Last night I dropped by the grocery store, wanting olives.
Little did I know what lay ahead.
As I walked into the store, I saw a man pumping his arm in the air, signaling victory, as he cradled a small object in his palm.
“Avocado!!” he yelled.
In hindsight, that was a warning.
Have you ever seen an aliens-attack-and-blow-the-planet-to-smithereens movie?
You know the grey, gloomy scene in which the survivors wander, stunned, through the charred remnants of their once-bustling metropolis? This was the scene at the Trader Joes’ grocery store two blocks from my home on Monday night.
Earlier that day, weather forecasters predicted one inch of snowfall might reach Atlanta in the next 48 hours. In Atlanta, this is the equivalent of NASA confirming the Zombie Apocalypse.
Meanwhile, at the grocery store –
Shoppers were in a panic. Nearly every item had vaporized from the shelves. But don’t just read my description. A picture is worth a thousand words. And so, for your viewing pleasure, here are 12,000 words in pictorial form.
I’m not (just) sharing this because it’s ridiculous. (Although I admit that’s partly why.) This insanity also highlights the critical life skill that can help you survive the any calamity: losing your job, getting a massive unexpected bill, handling the next economic meltdown, or surviving the next Snowpocalypse.
Meet me below these photos to learn more about that skill. But first …
Here, we see empty bread shelves. Okay, fair. Bread is a basic survival staple.
Next, people raided every tomato variety — heirloom, cherry, grape. You’ll need Vitamin C to carry you through the brutal winter.

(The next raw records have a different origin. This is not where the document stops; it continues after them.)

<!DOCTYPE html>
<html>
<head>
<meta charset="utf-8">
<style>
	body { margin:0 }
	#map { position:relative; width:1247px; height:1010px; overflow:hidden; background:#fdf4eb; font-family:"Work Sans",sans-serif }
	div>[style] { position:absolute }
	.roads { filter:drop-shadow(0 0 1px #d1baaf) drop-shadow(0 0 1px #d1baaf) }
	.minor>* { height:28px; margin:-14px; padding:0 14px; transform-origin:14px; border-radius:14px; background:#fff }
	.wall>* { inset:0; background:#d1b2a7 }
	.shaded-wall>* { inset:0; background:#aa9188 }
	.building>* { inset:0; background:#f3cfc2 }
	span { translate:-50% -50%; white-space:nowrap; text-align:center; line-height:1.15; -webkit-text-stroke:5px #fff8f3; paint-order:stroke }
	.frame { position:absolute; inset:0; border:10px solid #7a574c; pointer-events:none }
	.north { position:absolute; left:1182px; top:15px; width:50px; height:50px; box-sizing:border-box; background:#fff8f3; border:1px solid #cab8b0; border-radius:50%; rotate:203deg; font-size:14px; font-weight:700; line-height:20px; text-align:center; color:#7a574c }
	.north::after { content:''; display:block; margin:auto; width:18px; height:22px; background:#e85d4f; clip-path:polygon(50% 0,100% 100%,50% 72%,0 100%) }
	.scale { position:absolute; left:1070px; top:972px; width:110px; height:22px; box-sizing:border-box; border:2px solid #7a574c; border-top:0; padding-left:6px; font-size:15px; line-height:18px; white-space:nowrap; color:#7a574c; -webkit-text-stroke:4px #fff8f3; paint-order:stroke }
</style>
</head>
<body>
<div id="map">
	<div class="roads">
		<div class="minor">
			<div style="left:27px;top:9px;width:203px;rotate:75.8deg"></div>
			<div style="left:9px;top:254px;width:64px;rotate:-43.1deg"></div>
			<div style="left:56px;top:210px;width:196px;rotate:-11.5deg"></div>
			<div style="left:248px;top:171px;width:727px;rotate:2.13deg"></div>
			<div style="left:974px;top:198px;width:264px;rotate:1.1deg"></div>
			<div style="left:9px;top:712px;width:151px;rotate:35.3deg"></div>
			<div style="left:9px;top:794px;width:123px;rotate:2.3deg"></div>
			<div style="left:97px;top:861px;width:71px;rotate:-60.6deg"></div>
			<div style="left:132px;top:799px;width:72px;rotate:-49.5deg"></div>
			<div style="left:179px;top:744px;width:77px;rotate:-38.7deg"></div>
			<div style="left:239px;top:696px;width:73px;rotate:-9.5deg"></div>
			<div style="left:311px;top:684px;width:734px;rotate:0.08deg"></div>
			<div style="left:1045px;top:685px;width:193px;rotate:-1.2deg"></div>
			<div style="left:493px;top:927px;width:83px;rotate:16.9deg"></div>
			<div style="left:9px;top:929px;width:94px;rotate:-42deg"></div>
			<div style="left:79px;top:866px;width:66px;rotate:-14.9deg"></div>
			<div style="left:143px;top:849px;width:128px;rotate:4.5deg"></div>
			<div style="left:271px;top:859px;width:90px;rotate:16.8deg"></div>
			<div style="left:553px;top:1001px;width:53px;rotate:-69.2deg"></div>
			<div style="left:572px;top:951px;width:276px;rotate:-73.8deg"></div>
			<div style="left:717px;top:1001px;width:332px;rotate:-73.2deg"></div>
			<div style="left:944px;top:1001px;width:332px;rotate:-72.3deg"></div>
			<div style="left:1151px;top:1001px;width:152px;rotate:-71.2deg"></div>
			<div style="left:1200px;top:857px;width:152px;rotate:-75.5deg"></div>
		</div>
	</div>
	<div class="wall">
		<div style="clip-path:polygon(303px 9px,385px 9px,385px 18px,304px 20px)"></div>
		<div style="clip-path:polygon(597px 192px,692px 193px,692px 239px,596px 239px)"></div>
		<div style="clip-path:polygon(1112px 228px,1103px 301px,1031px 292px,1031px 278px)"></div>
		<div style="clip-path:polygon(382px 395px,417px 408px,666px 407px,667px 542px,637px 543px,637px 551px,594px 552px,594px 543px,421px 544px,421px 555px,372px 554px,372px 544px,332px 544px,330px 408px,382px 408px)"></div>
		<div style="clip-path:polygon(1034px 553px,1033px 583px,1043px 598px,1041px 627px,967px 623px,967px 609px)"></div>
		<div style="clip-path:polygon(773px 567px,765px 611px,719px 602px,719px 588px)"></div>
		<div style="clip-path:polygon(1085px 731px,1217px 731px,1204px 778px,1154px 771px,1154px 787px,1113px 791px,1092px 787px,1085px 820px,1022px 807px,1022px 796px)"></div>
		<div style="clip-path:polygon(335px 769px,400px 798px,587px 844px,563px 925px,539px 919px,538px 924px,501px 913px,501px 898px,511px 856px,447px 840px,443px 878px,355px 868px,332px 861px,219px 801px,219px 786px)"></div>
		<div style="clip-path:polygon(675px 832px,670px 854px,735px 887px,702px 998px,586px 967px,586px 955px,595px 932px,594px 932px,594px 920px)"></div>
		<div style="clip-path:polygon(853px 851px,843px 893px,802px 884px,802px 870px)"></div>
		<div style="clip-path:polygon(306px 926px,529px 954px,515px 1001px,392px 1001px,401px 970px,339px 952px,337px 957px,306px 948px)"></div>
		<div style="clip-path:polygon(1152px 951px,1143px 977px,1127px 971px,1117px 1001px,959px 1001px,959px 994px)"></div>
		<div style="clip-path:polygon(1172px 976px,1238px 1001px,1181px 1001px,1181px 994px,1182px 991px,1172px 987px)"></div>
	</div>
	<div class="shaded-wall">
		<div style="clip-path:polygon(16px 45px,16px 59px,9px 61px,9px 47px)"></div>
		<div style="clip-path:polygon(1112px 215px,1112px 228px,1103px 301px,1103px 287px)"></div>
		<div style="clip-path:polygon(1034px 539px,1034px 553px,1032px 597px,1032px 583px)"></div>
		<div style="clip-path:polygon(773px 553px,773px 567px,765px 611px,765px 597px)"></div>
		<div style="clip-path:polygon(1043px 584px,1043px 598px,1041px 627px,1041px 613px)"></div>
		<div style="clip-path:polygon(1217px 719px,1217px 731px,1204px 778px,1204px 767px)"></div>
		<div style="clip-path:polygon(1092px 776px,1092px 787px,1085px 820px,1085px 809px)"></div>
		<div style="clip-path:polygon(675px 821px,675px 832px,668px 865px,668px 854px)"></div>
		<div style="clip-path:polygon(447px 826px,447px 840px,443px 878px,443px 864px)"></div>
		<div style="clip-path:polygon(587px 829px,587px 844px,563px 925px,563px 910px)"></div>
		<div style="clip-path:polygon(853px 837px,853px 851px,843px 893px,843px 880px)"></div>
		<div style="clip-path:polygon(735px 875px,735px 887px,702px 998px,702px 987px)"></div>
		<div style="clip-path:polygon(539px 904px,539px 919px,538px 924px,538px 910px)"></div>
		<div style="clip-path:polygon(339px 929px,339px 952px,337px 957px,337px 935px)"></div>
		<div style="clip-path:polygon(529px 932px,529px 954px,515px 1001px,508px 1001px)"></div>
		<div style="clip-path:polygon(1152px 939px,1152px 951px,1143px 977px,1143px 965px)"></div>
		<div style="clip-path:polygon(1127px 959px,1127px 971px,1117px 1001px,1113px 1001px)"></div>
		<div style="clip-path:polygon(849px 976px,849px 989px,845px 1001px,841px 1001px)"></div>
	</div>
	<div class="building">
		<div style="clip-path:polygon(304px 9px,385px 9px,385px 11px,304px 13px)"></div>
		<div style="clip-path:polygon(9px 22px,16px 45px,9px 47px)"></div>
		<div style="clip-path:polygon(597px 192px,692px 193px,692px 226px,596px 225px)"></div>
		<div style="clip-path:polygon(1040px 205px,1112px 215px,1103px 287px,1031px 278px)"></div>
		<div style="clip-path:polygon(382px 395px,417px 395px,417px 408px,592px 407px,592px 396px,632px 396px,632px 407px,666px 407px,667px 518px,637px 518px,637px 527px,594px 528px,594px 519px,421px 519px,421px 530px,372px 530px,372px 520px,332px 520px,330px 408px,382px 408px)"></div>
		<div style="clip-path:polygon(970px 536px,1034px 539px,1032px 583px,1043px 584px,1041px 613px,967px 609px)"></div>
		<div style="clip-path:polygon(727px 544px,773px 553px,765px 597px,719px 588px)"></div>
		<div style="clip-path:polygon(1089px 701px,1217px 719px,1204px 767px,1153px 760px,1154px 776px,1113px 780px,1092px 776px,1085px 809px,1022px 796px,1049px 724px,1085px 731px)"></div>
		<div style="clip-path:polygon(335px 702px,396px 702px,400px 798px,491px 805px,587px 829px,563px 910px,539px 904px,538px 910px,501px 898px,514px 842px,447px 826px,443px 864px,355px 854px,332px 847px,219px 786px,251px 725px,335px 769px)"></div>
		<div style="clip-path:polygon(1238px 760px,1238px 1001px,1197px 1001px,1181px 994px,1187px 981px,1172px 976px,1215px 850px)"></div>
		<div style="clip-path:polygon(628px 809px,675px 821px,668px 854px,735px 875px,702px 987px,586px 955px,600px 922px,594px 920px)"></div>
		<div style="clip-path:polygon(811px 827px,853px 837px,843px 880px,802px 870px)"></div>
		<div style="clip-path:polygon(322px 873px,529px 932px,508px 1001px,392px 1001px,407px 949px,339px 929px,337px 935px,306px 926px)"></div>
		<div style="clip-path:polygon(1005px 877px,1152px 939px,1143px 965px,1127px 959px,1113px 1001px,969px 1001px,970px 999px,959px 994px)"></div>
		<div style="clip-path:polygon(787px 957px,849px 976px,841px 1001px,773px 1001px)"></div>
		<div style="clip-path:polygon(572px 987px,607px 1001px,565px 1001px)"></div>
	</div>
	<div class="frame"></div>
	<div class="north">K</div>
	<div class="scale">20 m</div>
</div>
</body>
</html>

I feel sorry for the lone tomato that nobody wanted. Strike up the violins. That tomato wants to burst into a ballad of lament and heartache …
Goodbye, French green beans. My casserole dreams have been dashed.
Nobody wants to relive the Blizzard of 1878, when the settlers lost access to spinach tortellini for 48 hours.
Garlic hummus? People raided the garlic hummus?
How will I live without dried cranberries for 48 hours?
Obviously, they took the beer.
Like, ALL the beer. (Except Guinness.)
Then they fortified their underground bunkers with strategic orange soda reserves.
Latecomers got stuck drinking water. (Heaven forbid they’re forced to drink tap water … even during a crisis.)
Don’t forget Fido. Time to stockpile the organic dog treats.
Oh, yeah. One more thing. Here’s our 5-day weather forecast:
Yes, our overnight lows will dip below freezing. You’d be stockpiling, too. #sarcasm
The Lesson Buried Under the Madness
Longtime readers know that I’m not a hardcore frugality blogger. I believe your power to earn and invest exceeds the usefulness of pinching pennies.
And yet —
Earning, saving and investing share a common trait: resourcefulness.
- Chopping $40 per month from your electric bill
- Earning $20,000 extra in your spare time
- Learning about investments, even when you’re starting from scratch
When the skies open up and Snowmageddon rains down, resourcefulness is:
- Inventing meals from long-lost staples buried in the back of your kitchen.
- Wearing socks on your hands if you don’t own mittens.
- Wearing a clean trash bag as a rain jacket.
- Using an ironing board as a backyard sled.
Resourcefulness is optimizing what you have. Frugal people act resourceful to save money. Entrepreneurs act resourceful to earn and invest. Many people embrace a bit of both, because these are all expressions of the same trait.
Resourcefulness is NOT panic-purchasing everything you see at the store.
“Coconut water! How will I survive the Snowpocalypse without coconut water?!”
“Orange soda! When terror strikes, there’s always orange soda!”
Resourceful people stay cool during a crisis (no pun intended). When the storm hits, we’re confident that our creativity can carry us through.
Most people are broke, stuck, and uncreative. They blame the external world for their problems. They believe they need more [whatever] — more clothes, more food, a bigger house — rather than optimizing what they’ve got.
Don’t fall into the trap that most people wallow within. Embrace creativity. Be resourceful. Be weird.
You’re not battling an avocado emergency. You don’t need to fortify your underground bunker with strategic orange soda reserves. You just need to flex your mental muscles.
Find your resourcefulness. Success will follow.